- [Task directions]:
In the entries below, every line that contains "position" must be located and copied.

○ ○ ○

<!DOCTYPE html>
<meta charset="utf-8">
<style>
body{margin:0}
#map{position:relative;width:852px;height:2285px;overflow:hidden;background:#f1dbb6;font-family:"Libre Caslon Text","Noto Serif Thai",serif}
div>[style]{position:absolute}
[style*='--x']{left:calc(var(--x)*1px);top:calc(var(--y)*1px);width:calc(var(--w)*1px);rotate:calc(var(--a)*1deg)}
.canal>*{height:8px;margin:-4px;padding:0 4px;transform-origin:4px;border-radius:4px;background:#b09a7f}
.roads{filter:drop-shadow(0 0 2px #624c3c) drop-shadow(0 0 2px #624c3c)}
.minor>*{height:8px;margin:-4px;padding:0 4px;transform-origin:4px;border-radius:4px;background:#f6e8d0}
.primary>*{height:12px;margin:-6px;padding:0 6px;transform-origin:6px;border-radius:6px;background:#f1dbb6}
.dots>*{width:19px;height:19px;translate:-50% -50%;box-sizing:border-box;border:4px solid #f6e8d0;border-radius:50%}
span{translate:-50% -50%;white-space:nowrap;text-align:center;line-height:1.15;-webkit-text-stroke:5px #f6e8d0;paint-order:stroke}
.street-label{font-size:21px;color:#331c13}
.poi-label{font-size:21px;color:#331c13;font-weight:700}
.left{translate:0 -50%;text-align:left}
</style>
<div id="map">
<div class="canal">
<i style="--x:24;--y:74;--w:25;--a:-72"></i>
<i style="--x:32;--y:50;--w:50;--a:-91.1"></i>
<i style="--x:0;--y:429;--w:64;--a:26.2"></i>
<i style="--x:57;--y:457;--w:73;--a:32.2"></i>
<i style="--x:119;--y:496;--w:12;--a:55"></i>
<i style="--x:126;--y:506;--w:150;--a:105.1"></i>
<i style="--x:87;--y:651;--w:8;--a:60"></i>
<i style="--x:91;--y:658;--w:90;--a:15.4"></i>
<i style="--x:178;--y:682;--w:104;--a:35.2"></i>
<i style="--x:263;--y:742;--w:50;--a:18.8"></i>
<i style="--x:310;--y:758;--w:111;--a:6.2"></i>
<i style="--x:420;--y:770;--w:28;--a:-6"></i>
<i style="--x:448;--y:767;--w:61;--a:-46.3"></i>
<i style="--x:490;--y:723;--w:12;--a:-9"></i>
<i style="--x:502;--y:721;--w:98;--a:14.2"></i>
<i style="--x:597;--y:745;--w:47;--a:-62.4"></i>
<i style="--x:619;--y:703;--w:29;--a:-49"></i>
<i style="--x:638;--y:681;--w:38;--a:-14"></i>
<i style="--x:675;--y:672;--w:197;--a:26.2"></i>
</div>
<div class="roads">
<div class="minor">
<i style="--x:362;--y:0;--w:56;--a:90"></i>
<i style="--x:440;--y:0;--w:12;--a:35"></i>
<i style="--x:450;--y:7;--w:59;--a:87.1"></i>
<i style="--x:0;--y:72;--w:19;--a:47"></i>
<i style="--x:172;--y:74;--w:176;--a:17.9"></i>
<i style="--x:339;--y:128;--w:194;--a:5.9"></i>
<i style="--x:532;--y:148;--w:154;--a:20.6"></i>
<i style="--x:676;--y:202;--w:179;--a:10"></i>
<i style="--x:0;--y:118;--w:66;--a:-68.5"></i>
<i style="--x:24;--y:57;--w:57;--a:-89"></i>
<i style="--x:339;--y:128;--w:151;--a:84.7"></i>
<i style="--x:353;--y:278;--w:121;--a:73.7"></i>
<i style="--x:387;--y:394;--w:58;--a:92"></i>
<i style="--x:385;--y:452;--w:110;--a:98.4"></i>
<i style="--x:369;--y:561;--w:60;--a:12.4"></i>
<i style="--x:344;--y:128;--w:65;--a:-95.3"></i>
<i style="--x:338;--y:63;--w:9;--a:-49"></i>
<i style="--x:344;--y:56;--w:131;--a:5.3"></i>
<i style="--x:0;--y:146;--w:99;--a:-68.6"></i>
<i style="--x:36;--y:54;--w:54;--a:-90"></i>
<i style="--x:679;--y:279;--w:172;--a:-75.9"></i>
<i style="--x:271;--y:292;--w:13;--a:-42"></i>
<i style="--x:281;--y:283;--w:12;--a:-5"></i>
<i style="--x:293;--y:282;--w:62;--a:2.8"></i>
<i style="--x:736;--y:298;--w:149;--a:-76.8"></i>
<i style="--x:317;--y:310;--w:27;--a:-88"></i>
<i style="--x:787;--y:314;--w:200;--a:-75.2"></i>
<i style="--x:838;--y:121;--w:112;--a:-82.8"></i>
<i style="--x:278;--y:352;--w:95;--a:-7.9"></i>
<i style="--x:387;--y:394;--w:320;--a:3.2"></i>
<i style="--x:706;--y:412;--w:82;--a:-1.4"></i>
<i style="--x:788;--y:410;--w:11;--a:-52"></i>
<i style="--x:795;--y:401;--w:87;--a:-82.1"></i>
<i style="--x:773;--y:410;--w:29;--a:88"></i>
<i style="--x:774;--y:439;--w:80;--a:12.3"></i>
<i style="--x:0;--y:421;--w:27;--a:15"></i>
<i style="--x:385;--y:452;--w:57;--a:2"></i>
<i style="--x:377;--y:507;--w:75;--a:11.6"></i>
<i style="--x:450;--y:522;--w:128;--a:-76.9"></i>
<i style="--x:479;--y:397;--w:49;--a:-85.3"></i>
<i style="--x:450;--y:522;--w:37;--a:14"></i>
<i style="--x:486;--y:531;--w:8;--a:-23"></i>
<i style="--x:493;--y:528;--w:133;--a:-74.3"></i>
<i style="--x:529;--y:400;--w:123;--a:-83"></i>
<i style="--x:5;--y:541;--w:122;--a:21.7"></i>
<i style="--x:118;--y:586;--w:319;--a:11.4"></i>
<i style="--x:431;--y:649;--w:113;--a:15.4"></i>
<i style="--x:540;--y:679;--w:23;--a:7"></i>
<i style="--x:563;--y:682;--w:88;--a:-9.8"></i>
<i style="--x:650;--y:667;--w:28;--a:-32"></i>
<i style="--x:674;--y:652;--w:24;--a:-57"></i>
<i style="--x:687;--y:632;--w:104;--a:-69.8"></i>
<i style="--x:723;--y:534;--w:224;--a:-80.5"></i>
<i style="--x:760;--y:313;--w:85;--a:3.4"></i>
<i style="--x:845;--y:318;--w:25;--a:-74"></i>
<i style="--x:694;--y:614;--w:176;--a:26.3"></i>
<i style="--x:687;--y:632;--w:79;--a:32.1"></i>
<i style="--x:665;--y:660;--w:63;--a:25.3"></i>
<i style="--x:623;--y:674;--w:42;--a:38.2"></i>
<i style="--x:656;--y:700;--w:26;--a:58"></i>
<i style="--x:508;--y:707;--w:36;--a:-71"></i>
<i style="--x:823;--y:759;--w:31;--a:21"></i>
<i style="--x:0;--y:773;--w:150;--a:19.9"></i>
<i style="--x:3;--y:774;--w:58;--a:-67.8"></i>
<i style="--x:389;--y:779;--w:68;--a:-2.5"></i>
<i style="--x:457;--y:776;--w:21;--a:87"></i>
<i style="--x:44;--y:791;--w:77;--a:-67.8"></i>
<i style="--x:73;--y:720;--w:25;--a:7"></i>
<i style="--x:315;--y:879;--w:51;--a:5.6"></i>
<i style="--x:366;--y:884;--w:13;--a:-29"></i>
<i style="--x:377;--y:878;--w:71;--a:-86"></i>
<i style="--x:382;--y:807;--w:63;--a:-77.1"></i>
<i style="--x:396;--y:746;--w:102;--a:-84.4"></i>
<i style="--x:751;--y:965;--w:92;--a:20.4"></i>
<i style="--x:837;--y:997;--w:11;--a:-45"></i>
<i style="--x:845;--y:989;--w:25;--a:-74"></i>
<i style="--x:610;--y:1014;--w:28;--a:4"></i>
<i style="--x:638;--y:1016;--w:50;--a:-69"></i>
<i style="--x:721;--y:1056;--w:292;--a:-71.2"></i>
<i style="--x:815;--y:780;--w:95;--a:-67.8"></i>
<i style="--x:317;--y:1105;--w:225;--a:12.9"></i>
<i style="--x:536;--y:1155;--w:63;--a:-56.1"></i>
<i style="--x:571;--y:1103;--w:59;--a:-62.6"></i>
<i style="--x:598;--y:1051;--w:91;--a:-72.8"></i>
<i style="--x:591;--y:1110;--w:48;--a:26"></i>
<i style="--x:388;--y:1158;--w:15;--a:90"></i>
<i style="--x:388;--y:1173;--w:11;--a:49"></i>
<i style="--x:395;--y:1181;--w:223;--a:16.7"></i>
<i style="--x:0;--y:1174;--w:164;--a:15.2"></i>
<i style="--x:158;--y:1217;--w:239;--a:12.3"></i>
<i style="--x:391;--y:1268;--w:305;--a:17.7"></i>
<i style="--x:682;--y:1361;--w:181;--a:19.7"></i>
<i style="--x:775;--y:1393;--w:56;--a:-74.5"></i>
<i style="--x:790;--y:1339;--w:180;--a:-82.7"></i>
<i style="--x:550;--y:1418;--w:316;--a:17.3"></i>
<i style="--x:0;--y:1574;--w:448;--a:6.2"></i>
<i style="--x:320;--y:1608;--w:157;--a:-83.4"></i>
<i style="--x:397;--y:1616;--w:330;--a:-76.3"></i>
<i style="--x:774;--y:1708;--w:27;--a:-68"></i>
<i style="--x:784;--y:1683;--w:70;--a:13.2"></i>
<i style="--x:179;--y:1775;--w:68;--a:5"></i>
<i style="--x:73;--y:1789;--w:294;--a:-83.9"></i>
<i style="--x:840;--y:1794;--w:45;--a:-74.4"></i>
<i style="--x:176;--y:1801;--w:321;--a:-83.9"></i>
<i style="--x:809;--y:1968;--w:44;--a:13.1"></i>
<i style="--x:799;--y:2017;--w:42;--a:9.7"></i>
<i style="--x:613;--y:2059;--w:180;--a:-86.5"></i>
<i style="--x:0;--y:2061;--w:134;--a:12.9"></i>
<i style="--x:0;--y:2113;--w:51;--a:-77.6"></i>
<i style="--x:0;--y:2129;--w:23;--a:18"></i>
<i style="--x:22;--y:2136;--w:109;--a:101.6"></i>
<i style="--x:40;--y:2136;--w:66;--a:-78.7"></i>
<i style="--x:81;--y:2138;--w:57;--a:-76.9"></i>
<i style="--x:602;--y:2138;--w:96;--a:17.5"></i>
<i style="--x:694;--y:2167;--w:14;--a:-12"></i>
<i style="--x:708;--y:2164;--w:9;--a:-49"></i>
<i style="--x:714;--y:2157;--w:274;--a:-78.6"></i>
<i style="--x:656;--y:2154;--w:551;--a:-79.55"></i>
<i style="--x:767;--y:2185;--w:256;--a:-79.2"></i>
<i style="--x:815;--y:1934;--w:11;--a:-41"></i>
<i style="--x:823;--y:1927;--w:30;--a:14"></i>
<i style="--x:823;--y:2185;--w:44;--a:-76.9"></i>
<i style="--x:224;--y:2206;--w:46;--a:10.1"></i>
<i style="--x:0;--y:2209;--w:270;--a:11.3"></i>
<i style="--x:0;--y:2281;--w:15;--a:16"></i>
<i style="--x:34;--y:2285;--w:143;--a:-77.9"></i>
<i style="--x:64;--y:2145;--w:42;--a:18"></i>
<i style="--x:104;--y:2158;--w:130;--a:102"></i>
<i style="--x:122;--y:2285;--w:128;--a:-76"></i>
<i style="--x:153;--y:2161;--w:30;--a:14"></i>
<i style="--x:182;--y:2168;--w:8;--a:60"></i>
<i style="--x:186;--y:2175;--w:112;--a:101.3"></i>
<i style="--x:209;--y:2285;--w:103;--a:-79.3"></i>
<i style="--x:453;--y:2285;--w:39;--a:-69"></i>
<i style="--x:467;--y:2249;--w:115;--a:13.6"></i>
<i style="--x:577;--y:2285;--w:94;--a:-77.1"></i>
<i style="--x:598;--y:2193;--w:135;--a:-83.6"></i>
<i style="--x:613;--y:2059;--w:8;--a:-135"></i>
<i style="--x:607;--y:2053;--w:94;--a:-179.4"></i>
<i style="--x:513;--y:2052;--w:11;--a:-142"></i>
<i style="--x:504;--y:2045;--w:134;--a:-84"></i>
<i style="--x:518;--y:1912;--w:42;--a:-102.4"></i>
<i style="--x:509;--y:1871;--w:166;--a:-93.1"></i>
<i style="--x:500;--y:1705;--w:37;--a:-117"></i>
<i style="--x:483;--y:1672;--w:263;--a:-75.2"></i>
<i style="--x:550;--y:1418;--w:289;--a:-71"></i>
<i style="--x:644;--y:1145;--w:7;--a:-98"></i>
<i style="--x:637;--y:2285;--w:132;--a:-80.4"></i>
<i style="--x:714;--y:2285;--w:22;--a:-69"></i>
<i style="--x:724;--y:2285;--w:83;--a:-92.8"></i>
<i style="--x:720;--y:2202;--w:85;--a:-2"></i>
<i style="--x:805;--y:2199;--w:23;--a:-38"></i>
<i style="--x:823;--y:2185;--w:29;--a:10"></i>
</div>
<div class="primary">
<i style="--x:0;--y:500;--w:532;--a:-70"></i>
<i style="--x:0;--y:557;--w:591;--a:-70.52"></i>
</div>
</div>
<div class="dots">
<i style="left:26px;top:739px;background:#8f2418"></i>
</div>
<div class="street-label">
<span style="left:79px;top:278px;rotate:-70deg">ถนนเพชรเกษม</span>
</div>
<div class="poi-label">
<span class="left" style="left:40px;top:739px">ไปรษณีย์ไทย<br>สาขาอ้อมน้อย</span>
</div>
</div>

○ ○ ○

- [Output for this task]:
#map{position:relative;width:852px;height:2285px;overflow:hidden;background:#f1dbb6;font-family:"Libre Caslon Text","Noto Serif Thai",serif}
div>[style]{position:absolute}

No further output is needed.